School::Code::Compare - 'naive' metrics for code similarity

VERSION

version 0.007

SYNOPSIS

This distribution ships a script. You migth want to look at the script compare-code in the bin directory. For documentation of the used libraries, keep on reading.

This calculates the Levenshtein Difference for two files, if they meet certain criterias:

use School::Code::Compare;

my $comparer   = School::Code::Compare->new()                                    
                                      ->set_max_char_difference(400)             
                                      ->set_min_char_total     ( 20)             
                                      ->set_max_distance       (400);

my $comparison = $comparer->measure( 'use strict; print "Hello\n";',
                                     'use v5.22; say "Hello";'
                                   ); 

print $comparison->{distance} if $comparison   # 13

FUNCTIONS

set_max_char_difference

Don't even start comparison, if the difference in char count is higher than set.

set_min_char_total

Don't even start comparison if a file is below this char count.

set_max_distance

Abort comparison (in the midst of comparison), if distance is becoming higher then set value.

measure

Do a comparison for two strings. Gives back a hash reference with different information:

# (example output from synopsis)
{
  'distance'     => 13,
  'ratio'        => 50,
  'comment'      => 'comparison done',
  'delta_length' => 5
};
distance

The Levenshtein Distance. See Text::Levenshtein::XS for more information.

ratio

The ratio of the distance in chars to the average length of the compared strings. A ratio of zero means, the strings are similar. A ratio of 50 means, that 50% of a string is different.
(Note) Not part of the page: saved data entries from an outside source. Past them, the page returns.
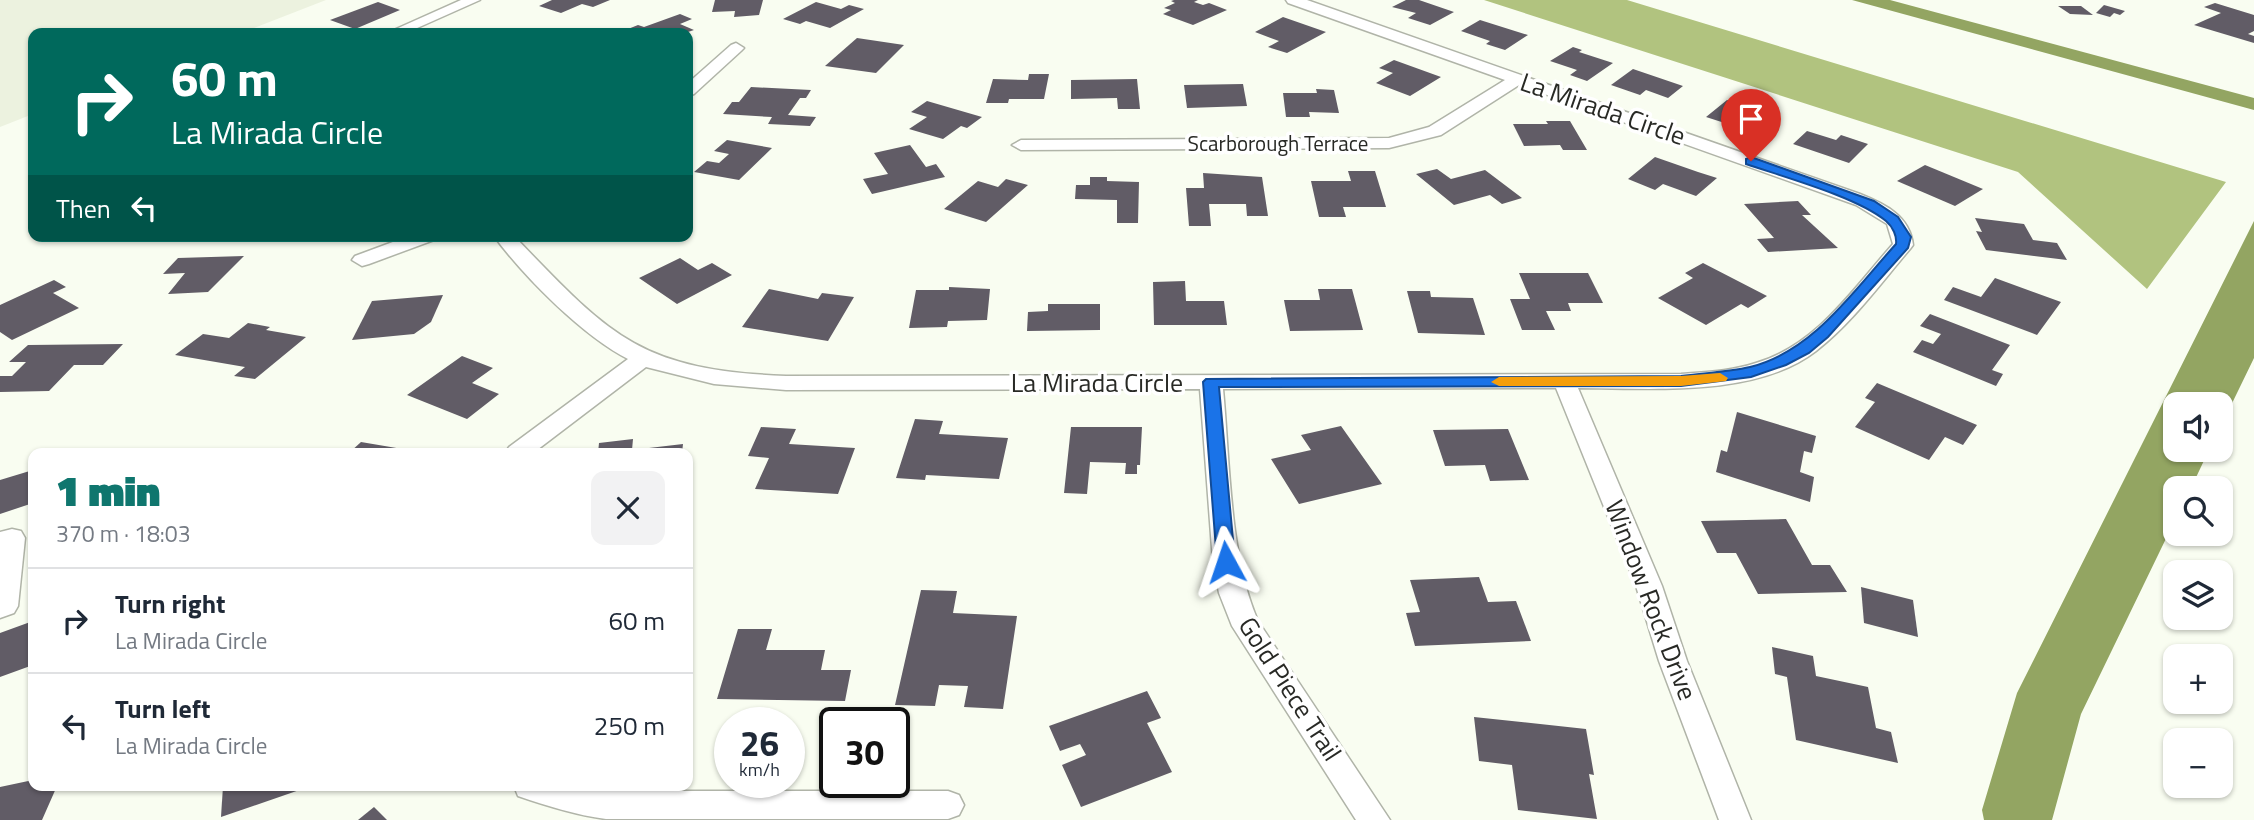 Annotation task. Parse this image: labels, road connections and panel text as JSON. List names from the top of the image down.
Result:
{
  "streets": {
    "street": [
      "La Mirada Circle",
      "Scarborough Terrace",
      "Window Rock Drive",
      "Gold Piece Trail"
    ]
  },
  "crossings": [
    ["La Mirada Circle", "Scarborough Terrace"],
    ["La Mirada Circle", "Window Rock Drive"],
    ["La Mirada Circle", "Gold Piece Trail"]
  ],
  "page": {
    "turn": ["60 m", "La Mirada Circle"],
    "then": "Then",
    "map_buttons": ["+", "−"],
    "heading": ["1 min", "370 m · 18:03"],
    "list": [
      {
        "name": "Turn right",
        "note": "La Mirada Circle",
        "value": "60 m"
      },
      {
        "name": "Turn left",
        "note": "La Mirada Circle",
        "value": "250 m"
      }
    ],
    "speed": "26 km/h",
    "limit": "30"
  }
} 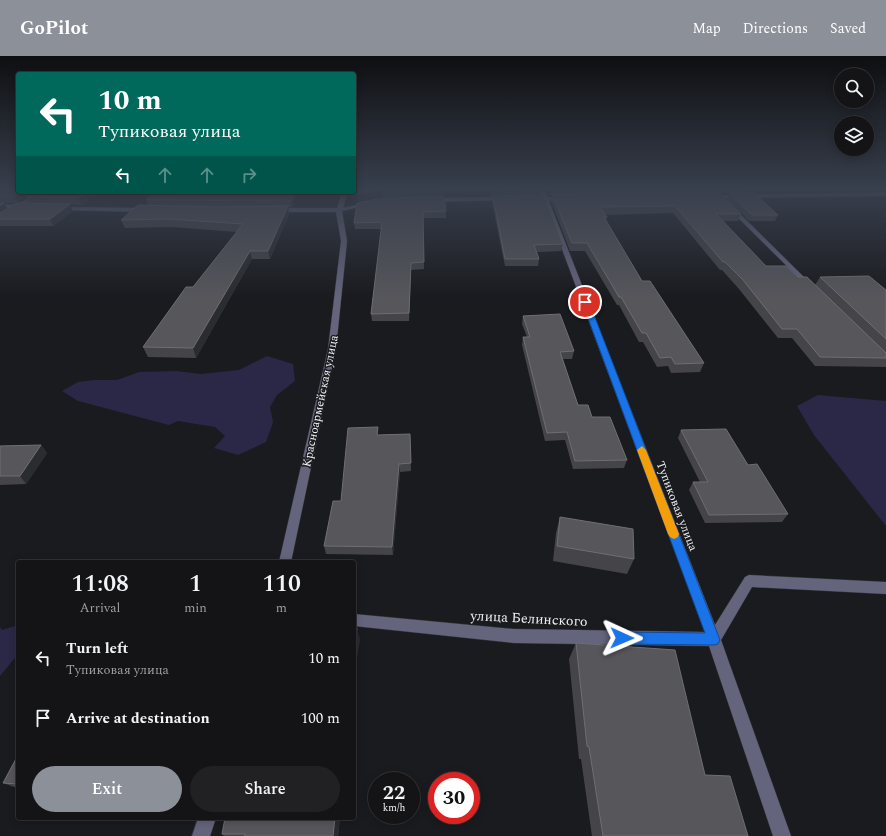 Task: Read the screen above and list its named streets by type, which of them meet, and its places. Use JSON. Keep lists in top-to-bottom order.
{
  "streets": {
    "street": ["Красноармейская улица", "Тупиковая улица", "улица Белинского"]
  },
  "crossings": [
    ["Тупиковая улица", "улица Белинского"]
  ],
  "page": {
    "header": "GoPilot",
    "nav": ["Map", "Directions", "Saved"],
    "turn": ["10 m", "Тупиковая улица"],
    "eta": [
      "11:08",
      "Arrival",
      "1",
      "min",
      "110",
      "m"
    ],
    "list": [
      {
        "name": "Turn left",
        "note": "Тупиковая улица",
        "value": "10 m"
      },
      {
        "name": "Arrive at destination",
        "value": "100 m"
      }
    ],
    "buttons": ["Exit", "Share"],
    "speed": "22 km/h",
    "limit": "30"
  }
} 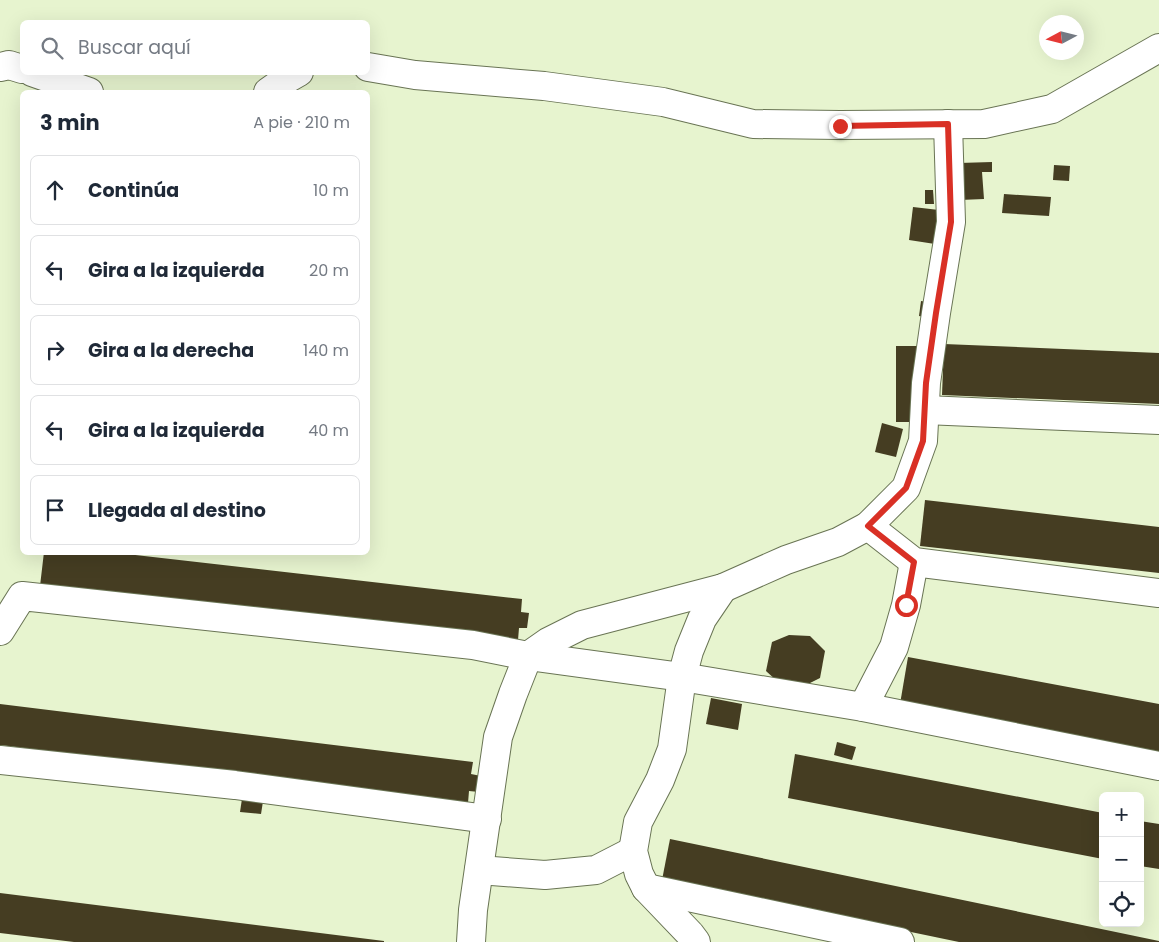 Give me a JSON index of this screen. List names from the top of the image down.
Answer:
{
  "north": "left",
  "page": {
    "search": "Buscar aquí",
    "heading": ["3 min", "A pie · 210 m"],
    "list": [
      ["Continúa", "10 m"],
      ["Gira a la izquierda", "20 m"],
      ["Gira a la derecha", "140 m"],
      ["Gira a la izquierda", "40 m"],
      "Llegada al destino"
    ],
    "map_buttons": ["+", "−"]
  }
}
My experience is, that if you get a ratio below 30% you have to start looking if the code was copied and altered (if your concern is to find 'cheaters' in educational/school environments). This method of measurement is by no means well established. It may be even 'naive', but it just seems to work out quite well. See School::Code::Compare::Judge to see, how the results are currently interpreted.

comment

A comment on how the comparison went.

delta_length

Difference in length (chars) of the two compared strings.

AUTHOR

Boris Däppen <bdaeppen.perl@gmail.com>

COPYRIGHT AND LICENSE

This software is copyright (c) 2019 by Boris Däppen.

This is free software; you can redistribute it and/or modify it under the same terms as the Perl 5 programming language system itself.